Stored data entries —

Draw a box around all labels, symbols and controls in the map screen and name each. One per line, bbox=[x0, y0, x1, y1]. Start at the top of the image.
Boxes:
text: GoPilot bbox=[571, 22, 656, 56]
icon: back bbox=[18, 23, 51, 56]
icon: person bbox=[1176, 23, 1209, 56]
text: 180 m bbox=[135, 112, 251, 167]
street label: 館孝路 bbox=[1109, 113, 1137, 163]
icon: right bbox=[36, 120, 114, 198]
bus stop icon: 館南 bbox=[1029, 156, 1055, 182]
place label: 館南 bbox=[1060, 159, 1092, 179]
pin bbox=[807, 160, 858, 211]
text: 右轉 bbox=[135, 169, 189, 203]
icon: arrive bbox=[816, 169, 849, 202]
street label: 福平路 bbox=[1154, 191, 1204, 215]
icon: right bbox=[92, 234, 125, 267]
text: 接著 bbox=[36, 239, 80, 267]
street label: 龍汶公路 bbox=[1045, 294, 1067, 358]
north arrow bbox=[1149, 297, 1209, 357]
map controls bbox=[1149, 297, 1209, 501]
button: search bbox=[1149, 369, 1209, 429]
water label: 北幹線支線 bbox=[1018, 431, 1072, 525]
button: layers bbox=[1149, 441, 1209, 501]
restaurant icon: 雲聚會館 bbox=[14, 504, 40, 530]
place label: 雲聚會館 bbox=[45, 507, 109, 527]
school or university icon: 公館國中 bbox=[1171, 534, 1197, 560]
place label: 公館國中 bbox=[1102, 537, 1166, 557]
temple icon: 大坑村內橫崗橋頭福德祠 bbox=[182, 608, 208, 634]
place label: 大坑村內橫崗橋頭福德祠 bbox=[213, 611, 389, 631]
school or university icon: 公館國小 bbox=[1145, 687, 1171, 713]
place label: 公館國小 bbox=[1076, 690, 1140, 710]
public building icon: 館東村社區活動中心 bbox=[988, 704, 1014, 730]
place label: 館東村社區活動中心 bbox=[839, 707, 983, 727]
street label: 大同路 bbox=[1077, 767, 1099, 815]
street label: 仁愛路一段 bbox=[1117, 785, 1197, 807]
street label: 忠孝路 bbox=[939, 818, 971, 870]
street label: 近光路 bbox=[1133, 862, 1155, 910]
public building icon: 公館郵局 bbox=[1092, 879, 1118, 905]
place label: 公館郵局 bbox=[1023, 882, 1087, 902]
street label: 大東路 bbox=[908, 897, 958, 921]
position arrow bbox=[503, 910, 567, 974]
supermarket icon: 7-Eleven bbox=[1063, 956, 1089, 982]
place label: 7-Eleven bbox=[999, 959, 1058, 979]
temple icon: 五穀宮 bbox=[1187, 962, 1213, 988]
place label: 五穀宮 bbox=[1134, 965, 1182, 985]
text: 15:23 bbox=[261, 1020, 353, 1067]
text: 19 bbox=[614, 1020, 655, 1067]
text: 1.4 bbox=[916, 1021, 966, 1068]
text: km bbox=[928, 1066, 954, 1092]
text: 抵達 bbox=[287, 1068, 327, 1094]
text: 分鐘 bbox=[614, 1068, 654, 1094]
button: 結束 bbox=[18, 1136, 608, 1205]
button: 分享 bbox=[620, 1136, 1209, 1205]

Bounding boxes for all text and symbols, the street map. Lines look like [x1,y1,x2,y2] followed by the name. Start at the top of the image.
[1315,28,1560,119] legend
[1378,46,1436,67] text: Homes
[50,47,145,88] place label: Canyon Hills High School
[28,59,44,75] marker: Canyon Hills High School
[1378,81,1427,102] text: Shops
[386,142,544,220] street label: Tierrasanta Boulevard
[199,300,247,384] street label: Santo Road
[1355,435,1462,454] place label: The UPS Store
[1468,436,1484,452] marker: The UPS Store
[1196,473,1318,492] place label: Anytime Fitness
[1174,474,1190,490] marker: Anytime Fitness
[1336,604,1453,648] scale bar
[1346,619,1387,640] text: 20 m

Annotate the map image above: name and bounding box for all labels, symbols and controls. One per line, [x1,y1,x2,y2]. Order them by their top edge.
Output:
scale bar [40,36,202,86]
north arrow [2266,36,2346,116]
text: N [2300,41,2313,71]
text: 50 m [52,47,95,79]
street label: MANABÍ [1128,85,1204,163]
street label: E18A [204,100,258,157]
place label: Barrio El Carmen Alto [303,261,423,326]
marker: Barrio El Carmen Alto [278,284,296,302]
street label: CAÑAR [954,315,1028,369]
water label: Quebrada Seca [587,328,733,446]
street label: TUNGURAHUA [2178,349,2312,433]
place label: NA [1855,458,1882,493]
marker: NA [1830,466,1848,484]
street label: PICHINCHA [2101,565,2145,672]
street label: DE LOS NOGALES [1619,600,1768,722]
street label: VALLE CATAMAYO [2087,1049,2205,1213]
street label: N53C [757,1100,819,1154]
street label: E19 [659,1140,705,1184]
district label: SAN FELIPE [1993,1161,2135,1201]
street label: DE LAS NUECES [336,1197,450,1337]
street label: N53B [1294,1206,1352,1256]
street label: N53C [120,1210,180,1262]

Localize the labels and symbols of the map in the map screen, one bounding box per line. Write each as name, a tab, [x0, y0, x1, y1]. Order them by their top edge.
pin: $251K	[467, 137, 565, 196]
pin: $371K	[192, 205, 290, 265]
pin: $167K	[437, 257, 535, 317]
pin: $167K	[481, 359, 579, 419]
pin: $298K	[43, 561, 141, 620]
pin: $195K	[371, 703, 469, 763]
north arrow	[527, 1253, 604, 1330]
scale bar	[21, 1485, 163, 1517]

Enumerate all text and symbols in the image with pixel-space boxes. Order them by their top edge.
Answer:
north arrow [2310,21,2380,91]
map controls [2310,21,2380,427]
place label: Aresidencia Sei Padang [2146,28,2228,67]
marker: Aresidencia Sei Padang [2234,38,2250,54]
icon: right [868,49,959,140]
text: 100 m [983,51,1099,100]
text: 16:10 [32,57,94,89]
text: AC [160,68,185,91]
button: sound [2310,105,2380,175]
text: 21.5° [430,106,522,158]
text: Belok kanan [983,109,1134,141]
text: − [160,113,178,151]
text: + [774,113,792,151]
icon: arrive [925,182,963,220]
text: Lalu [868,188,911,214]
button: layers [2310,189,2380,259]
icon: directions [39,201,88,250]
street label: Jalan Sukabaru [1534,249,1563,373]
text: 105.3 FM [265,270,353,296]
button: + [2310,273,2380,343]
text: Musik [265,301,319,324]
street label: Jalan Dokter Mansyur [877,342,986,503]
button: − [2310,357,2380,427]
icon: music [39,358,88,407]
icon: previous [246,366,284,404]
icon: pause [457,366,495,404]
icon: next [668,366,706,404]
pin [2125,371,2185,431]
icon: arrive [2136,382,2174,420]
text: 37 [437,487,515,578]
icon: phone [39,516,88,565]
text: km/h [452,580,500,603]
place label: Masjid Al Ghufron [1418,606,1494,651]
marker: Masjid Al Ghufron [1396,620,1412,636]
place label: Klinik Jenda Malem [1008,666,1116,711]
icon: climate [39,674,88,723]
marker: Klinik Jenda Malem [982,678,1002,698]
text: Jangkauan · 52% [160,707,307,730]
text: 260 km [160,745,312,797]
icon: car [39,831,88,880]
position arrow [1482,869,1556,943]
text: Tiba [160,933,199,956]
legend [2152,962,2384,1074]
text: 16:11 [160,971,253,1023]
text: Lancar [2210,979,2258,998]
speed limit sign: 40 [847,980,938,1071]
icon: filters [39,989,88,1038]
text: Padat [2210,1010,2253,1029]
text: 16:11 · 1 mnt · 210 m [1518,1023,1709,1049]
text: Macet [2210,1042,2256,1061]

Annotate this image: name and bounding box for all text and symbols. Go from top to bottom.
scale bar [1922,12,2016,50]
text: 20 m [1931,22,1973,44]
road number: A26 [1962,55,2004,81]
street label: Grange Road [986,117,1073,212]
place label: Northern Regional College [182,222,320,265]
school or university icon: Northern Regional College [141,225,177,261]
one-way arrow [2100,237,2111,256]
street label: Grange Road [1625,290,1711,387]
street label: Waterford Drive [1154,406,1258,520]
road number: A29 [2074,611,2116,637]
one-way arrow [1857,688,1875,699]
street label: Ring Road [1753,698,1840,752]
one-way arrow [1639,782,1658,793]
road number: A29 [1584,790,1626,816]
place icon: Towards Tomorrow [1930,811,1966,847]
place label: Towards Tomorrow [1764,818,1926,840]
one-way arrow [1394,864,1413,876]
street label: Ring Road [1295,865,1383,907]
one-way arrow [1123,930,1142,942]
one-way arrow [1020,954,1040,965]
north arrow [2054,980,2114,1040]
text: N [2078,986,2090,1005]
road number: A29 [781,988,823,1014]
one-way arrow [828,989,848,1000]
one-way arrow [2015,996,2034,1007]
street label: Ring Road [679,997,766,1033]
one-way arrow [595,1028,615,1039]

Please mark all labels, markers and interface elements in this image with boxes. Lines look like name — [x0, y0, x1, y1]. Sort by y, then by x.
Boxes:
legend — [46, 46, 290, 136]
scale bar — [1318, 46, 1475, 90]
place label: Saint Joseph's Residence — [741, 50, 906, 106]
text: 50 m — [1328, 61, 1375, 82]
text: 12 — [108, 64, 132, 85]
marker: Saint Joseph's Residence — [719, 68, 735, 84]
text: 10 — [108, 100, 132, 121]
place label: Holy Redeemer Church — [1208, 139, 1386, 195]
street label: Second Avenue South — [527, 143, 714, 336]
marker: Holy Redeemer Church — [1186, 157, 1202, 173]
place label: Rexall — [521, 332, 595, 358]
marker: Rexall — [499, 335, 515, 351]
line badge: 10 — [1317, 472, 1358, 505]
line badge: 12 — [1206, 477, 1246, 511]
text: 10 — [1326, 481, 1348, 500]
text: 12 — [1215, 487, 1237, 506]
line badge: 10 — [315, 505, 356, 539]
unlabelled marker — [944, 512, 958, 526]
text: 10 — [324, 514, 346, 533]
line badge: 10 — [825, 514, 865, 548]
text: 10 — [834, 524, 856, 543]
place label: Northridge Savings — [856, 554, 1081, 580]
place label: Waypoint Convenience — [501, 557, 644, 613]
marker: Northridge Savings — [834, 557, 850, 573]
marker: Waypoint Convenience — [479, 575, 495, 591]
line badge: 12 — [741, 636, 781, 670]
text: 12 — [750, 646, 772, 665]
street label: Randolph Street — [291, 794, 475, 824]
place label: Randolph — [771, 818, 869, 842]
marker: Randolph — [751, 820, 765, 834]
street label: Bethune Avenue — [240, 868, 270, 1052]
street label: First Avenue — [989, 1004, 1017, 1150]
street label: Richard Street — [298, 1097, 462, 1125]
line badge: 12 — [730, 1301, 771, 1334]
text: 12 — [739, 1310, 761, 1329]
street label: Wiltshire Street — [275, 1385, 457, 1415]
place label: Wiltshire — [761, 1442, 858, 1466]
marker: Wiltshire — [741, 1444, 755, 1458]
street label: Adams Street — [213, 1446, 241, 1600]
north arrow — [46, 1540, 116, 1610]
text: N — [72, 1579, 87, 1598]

Task directions —
Using the entries above, determine how many lines include the string "Randolph" and write only that number.

Worked solution —
3